● **Assigned task**: In the entries below, find the line with "const g = document.querySelector('canvas').getContext('2d');" and the line with "g.font = font"; give again those lines and every line between them, exactly.

(Input data)

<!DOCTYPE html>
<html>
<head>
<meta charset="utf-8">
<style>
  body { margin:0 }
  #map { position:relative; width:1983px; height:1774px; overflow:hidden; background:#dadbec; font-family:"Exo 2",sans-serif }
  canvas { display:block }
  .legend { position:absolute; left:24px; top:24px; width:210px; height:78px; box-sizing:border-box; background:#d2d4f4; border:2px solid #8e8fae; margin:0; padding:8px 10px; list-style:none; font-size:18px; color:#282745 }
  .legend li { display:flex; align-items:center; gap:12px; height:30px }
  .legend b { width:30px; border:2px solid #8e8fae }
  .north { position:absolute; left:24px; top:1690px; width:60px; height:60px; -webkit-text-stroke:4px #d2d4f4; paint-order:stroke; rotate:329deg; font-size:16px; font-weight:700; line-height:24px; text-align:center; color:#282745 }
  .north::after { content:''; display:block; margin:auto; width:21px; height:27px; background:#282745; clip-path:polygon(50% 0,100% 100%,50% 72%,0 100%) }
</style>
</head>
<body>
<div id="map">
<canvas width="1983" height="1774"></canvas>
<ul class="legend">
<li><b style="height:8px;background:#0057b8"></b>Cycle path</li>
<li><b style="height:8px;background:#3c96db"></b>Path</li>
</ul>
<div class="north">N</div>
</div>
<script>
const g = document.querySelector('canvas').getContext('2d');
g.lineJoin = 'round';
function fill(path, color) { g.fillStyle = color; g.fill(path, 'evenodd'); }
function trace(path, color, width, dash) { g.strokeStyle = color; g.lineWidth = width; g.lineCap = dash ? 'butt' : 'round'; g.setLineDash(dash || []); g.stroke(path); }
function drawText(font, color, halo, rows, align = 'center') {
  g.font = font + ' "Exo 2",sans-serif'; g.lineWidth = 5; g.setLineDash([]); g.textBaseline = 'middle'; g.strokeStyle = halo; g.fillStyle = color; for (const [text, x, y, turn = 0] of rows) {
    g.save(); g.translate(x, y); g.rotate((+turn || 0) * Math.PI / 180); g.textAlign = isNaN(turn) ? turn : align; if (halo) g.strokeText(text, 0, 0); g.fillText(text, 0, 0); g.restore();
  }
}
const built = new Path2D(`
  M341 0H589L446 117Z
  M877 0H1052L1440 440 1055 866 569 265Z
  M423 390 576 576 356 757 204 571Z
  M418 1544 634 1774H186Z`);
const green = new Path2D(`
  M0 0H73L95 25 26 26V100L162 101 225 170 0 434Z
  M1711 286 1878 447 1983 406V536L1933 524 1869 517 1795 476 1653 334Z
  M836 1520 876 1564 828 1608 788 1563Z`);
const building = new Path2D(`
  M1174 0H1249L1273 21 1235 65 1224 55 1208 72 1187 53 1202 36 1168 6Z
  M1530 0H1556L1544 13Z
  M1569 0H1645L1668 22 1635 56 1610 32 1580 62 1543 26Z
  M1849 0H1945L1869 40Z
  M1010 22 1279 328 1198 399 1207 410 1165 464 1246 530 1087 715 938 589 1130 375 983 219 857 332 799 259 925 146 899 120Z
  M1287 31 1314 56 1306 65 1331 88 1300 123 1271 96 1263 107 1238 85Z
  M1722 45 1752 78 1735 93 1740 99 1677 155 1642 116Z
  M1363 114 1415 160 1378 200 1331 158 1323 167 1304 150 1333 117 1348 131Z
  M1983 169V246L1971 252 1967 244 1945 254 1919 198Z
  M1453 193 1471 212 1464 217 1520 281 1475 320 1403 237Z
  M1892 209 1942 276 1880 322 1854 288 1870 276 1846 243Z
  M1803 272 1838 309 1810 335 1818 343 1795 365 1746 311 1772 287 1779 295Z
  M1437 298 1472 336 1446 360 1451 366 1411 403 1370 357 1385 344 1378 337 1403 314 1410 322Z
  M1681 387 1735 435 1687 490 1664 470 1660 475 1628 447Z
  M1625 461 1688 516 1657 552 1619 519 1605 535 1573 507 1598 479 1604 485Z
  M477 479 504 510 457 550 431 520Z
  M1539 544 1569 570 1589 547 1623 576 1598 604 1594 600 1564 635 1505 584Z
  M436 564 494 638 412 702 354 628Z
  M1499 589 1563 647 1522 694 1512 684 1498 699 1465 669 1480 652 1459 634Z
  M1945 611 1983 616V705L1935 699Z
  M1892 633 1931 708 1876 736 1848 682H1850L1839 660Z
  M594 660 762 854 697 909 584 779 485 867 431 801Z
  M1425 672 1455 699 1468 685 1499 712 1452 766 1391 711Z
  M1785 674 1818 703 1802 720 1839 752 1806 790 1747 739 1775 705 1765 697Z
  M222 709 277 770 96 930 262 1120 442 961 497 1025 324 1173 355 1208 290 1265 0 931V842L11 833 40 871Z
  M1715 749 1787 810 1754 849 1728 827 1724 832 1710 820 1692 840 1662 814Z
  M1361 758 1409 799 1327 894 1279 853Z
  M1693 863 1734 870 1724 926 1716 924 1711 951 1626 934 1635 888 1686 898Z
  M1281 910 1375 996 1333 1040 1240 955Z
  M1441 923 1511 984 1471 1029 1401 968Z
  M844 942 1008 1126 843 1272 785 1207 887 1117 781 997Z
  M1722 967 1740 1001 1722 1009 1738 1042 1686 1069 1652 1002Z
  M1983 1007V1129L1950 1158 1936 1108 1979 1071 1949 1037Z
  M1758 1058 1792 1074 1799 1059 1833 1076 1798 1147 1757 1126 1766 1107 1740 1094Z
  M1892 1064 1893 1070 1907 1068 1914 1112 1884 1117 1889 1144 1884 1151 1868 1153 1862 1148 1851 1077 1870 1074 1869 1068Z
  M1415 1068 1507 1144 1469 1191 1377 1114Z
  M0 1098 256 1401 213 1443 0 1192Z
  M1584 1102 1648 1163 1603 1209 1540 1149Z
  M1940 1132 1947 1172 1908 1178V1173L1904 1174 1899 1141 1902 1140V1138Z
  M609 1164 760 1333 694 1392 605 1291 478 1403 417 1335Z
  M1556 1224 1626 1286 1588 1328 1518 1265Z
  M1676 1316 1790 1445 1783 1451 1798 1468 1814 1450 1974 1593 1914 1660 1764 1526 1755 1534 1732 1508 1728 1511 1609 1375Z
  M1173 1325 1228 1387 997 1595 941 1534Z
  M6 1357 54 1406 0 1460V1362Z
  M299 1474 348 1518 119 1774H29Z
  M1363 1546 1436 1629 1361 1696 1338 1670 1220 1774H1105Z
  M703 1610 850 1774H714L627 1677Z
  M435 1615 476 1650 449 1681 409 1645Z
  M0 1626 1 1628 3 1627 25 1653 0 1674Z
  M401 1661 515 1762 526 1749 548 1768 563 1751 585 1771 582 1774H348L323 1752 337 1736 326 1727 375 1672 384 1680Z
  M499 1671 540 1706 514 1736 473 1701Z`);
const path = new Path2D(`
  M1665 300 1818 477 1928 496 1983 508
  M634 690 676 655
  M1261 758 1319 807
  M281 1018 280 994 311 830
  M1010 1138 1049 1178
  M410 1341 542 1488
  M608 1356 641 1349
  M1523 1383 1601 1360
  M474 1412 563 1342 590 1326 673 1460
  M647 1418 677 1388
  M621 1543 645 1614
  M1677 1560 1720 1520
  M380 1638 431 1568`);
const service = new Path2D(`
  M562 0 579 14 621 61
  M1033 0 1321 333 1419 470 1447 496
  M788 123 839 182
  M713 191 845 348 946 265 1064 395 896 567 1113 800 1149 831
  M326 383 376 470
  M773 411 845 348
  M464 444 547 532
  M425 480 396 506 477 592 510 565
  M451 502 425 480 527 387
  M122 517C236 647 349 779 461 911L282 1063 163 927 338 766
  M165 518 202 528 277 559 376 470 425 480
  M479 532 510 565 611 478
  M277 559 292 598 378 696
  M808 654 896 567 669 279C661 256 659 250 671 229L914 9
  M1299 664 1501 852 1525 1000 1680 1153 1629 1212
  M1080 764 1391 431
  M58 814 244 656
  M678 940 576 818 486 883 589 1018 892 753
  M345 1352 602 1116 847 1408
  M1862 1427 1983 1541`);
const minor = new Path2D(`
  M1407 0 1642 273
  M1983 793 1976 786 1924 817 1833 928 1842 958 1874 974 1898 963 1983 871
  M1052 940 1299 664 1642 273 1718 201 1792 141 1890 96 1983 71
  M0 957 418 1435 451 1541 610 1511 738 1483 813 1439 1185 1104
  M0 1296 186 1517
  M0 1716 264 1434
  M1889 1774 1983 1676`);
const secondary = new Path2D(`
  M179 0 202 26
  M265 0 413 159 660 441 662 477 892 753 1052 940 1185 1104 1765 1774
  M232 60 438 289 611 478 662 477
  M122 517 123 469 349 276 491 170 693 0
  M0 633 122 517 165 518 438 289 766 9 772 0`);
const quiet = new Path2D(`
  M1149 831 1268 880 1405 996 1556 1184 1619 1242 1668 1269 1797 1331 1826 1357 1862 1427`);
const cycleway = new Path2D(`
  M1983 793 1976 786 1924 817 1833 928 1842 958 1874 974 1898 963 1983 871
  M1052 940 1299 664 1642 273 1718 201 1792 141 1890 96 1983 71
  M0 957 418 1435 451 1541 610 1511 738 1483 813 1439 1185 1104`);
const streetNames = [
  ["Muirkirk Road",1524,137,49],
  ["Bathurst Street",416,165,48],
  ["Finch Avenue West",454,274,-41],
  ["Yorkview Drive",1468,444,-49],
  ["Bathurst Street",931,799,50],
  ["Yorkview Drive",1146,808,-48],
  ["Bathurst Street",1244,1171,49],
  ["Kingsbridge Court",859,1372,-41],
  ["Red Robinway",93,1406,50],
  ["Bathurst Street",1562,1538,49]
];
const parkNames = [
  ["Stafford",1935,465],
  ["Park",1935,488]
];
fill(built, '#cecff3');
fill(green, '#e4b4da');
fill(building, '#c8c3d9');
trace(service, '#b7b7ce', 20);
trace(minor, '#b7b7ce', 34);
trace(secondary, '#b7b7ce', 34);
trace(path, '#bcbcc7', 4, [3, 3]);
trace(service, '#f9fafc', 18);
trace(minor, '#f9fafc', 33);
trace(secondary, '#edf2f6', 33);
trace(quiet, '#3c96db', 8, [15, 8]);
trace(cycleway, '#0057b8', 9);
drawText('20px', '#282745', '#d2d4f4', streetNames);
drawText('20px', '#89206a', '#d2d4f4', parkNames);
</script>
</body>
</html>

(End Input data)
(Input data)

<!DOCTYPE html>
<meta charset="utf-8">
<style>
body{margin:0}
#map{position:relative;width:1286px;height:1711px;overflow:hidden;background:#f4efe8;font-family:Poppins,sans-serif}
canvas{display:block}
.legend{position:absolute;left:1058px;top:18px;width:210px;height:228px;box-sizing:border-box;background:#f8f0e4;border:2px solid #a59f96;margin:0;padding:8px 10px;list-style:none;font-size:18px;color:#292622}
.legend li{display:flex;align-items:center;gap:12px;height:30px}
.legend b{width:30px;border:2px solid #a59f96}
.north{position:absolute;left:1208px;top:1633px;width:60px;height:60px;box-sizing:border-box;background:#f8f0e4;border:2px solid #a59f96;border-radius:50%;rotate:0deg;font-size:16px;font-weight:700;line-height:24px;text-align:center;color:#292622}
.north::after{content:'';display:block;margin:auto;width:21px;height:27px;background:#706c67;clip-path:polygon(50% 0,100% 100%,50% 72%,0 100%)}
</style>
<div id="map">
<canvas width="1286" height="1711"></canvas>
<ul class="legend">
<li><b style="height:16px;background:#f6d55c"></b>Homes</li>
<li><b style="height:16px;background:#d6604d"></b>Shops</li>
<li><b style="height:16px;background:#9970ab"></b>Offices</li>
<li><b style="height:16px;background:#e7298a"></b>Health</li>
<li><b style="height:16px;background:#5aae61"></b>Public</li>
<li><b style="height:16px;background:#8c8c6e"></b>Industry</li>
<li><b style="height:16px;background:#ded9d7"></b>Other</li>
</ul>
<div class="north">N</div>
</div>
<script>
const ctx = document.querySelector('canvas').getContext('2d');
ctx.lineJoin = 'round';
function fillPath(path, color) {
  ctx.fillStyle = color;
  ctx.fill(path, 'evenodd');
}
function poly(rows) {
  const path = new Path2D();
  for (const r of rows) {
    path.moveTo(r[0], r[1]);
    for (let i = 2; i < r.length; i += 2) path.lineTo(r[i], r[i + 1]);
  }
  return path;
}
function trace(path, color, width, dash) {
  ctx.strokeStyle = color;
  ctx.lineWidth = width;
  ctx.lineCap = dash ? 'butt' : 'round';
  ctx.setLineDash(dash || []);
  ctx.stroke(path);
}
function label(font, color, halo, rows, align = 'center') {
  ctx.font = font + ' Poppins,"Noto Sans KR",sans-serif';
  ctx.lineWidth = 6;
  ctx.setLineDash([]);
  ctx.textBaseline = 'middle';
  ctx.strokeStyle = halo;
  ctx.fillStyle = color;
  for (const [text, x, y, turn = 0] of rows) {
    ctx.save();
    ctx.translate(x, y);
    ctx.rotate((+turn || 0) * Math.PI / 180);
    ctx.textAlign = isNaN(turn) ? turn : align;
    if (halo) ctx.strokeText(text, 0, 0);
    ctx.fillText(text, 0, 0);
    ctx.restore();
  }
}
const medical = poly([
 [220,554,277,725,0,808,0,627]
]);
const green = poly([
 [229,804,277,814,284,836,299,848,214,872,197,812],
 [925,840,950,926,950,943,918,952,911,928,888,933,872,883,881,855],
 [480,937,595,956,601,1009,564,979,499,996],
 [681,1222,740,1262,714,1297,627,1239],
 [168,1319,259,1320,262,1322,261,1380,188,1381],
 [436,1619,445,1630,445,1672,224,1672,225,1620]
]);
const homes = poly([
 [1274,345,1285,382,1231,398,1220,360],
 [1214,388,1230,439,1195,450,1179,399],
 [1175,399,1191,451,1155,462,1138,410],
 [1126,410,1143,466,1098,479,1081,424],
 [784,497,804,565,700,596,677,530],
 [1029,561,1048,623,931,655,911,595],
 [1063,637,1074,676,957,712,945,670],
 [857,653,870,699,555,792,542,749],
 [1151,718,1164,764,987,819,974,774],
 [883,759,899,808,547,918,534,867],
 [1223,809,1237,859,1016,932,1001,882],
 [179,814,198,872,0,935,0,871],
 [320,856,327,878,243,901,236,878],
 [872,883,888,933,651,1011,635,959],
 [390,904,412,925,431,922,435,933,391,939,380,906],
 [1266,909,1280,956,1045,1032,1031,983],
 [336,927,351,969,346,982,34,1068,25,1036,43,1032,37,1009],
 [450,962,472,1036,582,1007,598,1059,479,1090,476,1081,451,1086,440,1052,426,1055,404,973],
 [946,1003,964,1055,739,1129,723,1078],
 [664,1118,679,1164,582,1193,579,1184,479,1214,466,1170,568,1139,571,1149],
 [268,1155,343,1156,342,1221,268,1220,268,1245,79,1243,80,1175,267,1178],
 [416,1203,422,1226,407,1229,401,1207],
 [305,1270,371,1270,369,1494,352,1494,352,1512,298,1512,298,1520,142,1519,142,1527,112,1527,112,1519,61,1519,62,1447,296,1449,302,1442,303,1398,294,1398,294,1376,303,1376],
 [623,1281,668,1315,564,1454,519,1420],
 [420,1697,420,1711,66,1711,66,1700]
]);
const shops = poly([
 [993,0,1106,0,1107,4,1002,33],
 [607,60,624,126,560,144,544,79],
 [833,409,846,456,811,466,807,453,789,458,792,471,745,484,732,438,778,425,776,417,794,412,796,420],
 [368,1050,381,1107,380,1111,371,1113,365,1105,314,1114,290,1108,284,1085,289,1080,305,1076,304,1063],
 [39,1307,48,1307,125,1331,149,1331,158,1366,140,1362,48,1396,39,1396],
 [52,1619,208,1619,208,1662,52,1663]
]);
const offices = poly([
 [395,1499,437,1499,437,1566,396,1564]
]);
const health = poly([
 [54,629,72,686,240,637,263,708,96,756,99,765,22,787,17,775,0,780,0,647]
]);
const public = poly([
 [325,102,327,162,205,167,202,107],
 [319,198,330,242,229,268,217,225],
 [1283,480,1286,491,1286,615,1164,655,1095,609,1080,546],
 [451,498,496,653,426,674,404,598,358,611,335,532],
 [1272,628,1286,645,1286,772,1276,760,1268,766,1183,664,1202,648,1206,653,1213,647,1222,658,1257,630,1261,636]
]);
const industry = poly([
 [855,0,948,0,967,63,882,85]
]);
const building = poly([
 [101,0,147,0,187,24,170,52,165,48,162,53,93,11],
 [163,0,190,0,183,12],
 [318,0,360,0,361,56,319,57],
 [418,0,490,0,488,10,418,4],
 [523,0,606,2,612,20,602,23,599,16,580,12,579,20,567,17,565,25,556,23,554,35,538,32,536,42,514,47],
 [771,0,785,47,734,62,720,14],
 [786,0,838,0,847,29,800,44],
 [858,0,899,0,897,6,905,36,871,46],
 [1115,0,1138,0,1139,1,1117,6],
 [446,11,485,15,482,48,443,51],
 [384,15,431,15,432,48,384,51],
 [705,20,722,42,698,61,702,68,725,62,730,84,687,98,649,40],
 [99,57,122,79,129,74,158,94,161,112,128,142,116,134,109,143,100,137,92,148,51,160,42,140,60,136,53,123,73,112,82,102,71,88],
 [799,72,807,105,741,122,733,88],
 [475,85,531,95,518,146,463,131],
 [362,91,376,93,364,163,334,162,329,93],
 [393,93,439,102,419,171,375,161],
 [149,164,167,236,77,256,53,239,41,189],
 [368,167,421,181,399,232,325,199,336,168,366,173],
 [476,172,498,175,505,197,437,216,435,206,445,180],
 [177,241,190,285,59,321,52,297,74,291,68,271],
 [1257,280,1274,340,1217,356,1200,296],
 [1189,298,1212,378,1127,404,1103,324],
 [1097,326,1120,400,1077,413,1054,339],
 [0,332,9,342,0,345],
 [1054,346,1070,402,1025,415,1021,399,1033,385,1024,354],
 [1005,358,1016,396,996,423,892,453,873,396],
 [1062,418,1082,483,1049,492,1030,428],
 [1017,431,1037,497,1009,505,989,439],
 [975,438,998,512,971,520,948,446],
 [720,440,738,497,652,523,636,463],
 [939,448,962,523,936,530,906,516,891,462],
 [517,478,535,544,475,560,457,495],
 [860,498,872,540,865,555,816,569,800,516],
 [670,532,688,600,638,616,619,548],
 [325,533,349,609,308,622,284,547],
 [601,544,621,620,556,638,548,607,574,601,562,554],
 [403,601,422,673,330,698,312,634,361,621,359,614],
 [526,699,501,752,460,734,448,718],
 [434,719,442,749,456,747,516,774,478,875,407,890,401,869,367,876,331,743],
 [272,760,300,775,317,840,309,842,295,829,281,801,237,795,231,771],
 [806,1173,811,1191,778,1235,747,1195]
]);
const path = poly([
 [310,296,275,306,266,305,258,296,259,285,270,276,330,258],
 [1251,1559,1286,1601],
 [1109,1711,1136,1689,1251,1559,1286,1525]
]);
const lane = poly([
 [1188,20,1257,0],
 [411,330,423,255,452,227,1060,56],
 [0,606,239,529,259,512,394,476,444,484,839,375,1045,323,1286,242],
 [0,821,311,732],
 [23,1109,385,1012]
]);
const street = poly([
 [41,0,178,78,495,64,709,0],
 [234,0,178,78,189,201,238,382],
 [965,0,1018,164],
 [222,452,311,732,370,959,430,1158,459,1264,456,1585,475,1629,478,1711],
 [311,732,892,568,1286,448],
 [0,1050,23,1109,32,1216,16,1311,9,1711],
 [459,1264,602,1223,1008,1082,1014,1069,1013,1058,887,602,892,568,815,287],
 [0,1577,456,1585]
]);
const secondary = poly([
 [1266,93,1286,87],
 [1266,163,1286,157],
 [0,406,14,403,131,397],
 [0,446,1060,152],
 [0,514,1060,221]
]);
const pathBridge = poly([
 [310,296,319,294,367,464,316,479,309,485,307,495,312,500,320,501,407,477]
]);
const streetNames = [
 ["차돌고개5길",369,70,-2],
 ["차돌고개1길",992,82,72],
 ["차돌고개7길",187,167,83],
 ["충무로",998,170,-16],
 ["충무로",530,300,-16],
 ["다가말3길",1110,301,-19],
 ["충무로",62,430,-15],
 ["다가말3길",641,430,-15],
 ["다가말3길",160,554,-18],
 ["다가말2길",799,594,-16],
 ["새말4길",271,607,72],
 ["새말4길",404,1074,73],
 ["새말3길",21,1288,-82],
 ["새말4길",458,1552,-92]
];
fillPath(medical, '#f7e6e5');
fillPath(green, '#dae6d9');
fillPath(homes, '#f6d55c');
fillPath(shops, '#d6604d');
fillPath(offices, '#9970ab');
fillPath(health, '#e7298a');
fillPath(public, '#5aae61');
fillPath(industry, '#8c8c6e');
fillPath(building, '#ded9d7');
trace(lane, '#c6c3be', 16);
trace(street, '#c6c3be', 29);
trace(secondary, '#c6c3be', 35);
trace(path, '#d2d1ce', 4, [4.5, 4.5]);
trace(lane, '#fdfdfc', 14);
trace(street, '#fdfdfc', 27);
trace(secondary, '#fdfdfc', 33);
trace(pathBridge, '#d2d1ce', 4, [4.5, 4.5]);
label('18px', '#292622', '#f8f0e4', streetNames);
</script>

(End Input data)

● **Reply to the exercise**:
const g = document.querySelector('canvas').getContext('2d');
g.lineJoin = 'round';
function fill(path, color) { g.fillStyle = color; g.fill(path, 'evenodd'); }
function trace(path, color, width, dash) { g.strokeStyle = color; g.lineWidth = width; g.lineCap = dash ? 'butt' : 'round'; g.setLineDash(dash || []); g.stroke(path); }
function drawText(font, color, halo, rows, align = 'center') {
  g.font = font + ' "Exo 2",sans-serif'; g.lineWidth = 5; g.setLineDash([]); g.textBaseline = 'middle'; g.strokeStyle = halo; g.fillStyle = color; for (const [text, x, y, turn = 0] of rows) {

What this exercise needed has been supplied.